Computer Science at the University of Nottingham: bit.ly/nottscomputer
Computerphile is a sister project to Brady Haran's Numberphile. More at www.bradyharan.com
Hi everyone, I mentioned in the video that multiply over the positive integers was commutative but as some of you have pointed out, the more precise issue -- in terms of ambiguity side-effects from differing parses -- lies in the associative properties of multiply and divide . Thus, most languages will interpret 8 * 4 * 2 as being (8 *4) * 2 (i.e. left associative) but, in the case of *, the right associative version: 8 * (4 * 2) gives the same answer . This is not so for the / operation where left and right associative versions give different answers. In the absence of any parentheses, as in 8 / 4 / 2, the compiler's job is to enforce the default of: (8 /4) / 2 , i.e. left associativity, to get the correct result. I'm hoping to explain, at some stage, how compilers can do this .
Yeah but your shirt was amazing!
If I recall correctly, bison the parser generator allow designation of operator left/right associativity. But I am not sure about the inner working of it. After all, my favourite language APL has completely eliminated this headache.
Bought from Boden (UK) a few years ago. Sadly no longer available.
Thanks for realising that it *is* a shirt - and not pyjamas .....
Yes. I'm hoping in a later video to use the yacc (bison) parser generator to show how, by using left recursion, one can enforce left associativity. But you're quite right that yacc also lets you write overtly ambiguous grammars and gives you the ability to specify operator precedence with things like %prec
I wish I went to Notts uni now. You have a fantastic way of explanation!

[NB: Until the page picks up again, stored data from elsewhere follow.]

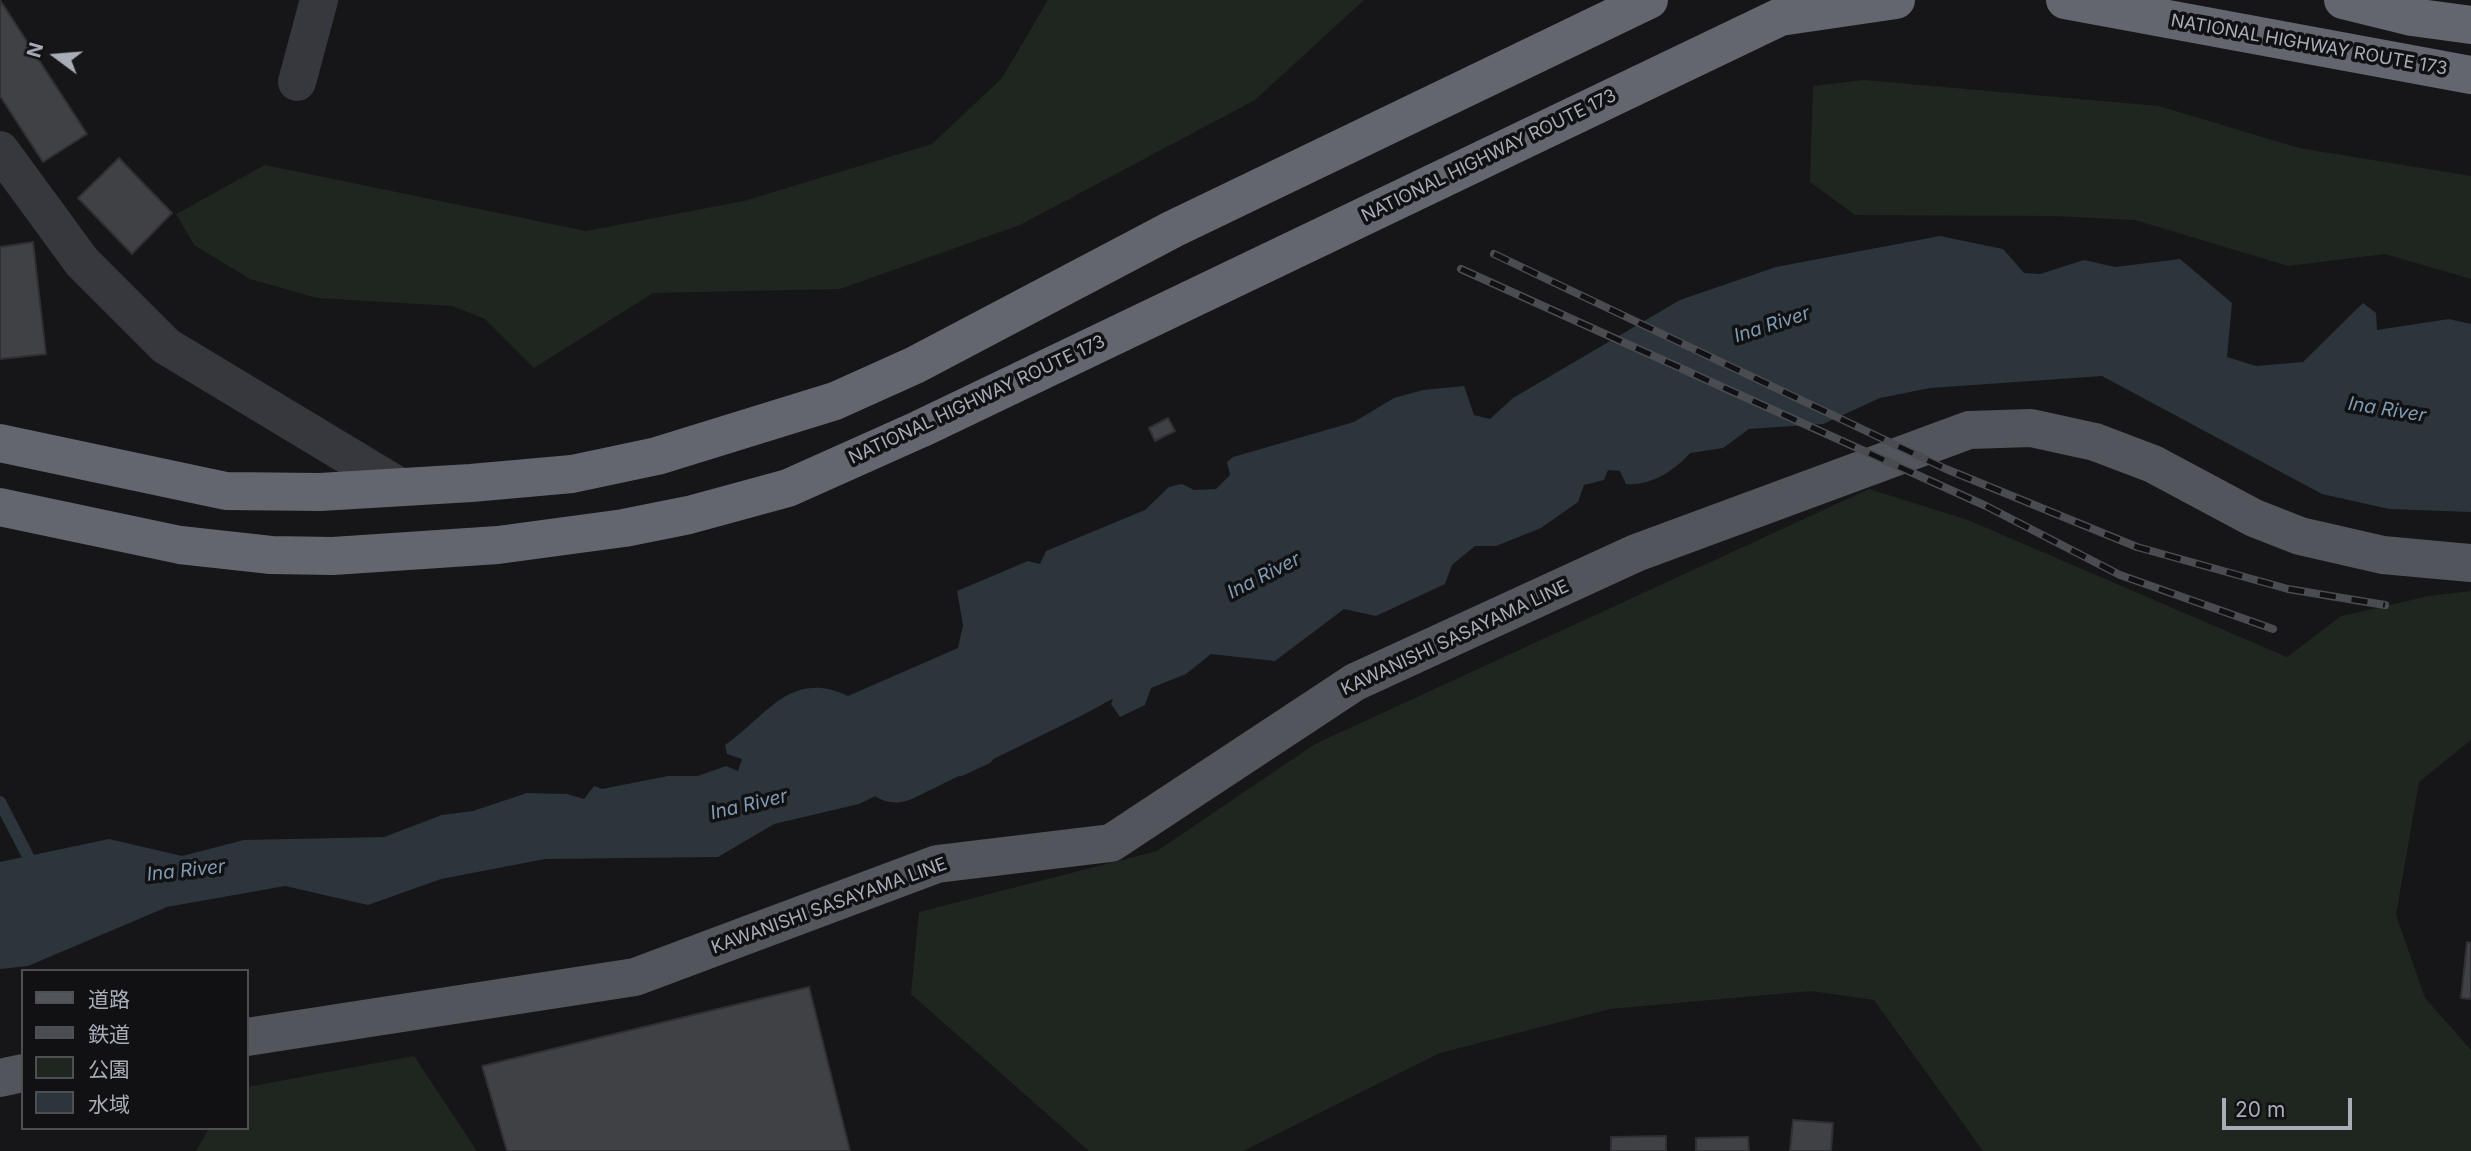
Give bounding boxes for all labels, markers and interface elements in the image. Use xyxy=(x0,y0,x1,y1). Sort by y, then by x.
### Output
street label: NATIONAL HIGHWAY ROUTE 173 xyxy=(2169,10,2449,80)
north arrow xyxy=(21,21,91,91)
text: N xyxy=(22,40,48,60)
street label: NATIONAL HIGHWAY ROUTE 173 xyxy=(1358,85,1620,227)
water label: Ina River xyxy=(1731,302,1813,348)
street label: NATIONAL HIGHWAY ROUTE 173 xyxy=(845,331,1109,469)
water label: Ina River xyxy=(2346,393,2428,427)
water label: Ina River xyxy=(1224,548,1304,604)
street label: KAWANISHI SASAYAMA LINE xyxy=(1338,576,1572,700)
water label: Ina River xyxy=(708,785,790,825)
street label: KAWANISHI SASAYAMA LINE xyxy=(708,853,950,959)
water label: Ina River xyxy=(146,856,226,886)
legend xyxy=(21,969,248,1130)
text: 道路 xyxy=(88,987,130,1012)
text: 鉄道 xyxy=(88,1022,130,1047)
text: 公園 xyxy=(88,1057,130,1082)
scale bar xyxy=(2226,1084,2356,1128)
text: 水域 xyxy=(88,1092,130,1117)
text: 20 m xyxy=(2235,1097,2285,1122)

"the robot stroked two furry dice"
--Professor Brailsford 2019
I paid £12.99 for that late night film in a holiday-inn.
V D underrated
But what did the Professor initially program the robot for? xD
The 2020 edition will allow people to insert words like "my" and "your" between "stroked" and "two".
Deep
Every time I watch one of these videos I thank the man that put these great men in front of a camera and made it available to anyone for free.
Grateful of being able to meet them and learn so much
After watching this, calling "programming language" a "language" makes waaay more sense than before.
First time I see a video from this guy and I liked it very much. He reminds me of those few teachers at college that explained very complex issues in ways that are easy to understand.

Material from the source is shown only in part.